> [GIVEN ENTRIES]:
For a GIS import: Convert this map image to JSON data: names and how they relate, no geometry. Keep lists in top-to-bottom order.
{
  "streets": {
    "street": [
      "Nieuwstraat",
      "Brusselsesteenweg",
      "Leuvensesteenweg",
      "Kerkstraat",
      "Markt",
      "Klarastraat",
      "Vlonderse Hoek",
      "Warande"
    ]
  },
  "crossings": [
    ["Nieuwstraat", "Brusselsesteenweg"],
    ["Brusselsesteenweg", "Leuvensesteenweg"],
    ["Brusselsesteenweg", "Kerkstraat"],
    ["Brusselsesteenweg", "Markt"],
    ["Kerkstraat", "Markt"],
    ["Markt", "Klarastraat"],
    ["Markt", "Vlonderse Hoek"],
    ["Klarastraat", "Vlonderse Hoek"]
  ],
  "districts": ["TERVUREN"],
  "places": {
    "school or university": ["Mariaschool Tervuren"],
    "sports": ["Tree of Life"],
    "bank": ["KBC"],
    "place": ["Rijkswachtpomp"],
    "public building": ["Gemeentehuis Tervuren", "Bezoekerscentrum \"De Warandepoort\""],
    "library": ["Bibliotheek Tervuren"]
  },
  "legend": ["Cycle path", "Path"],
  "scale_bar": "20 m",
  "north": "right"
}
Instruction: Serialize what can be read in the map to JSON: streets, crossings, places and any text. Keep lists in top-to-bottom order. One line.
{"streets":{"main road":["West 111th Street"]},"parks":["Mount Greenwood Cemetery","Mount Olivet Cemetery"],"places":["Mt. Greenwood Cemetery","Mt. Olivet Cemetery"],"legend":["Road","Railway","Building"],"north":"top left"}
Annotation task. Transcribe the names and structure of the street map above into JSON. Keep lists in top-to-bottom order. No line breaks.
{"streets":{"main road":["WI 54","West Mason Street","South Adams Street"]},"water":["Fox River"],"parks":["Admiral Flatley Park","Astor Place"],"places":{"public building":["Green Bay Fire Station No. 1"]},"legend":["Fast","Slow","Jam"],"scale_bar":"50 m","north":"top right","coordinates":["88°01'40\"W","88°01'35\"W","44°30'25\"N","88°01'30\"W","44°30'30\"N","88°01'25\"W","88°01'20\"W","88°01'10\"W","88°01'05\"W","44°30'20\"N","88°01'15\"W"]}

> [WORK TO COMPLETE]:
The answer is the line holding "Instruction: Serialize what" and all the lines after it through the end of the records, repeated exactly.

> [SOLUTION TO THIS EXERCISE]:
Instruction: Serialize what can be read in the map to JSON: streets, crossings, places and any text. Keep lists in top-to-bottom order. One line.
{"streets":{"main road":["West 111th Street"]},"parks":["Mount Greenwood Cemetery","Mount Olivet Cemetery"],"places":["Mt. Greenwood Cemetery","Mt. Olivet Cemetery"],"legend":["Road","Railway","Building"],"north":"top left"}
Annotation task. Transcribe the names and structure of the street map above into JSON. Keep lists in top-to-bottom order. No line breaks.
{"streets":{"main road":["WI 54","West Mason Street","South Adams Street"]},"water":["Fox River"],"parks":["Admiral Flatley Park","Astor Place"],"places":{"public building":["Green Bay Fire Station No. 1"]},"legend":["Fast","Slow","Jam"],"scale_bar":"50 m","north":"top right","coordinates":["88°01'40\"W","88°01'35\"W","44°30'25\"N","88°01'30\"W","44°30'30\"N","88°01'25\"W","88°01'20\"W","88°01'10\"W","88°01'05\"W","44°30'20\"N","88°01'15\"W"]}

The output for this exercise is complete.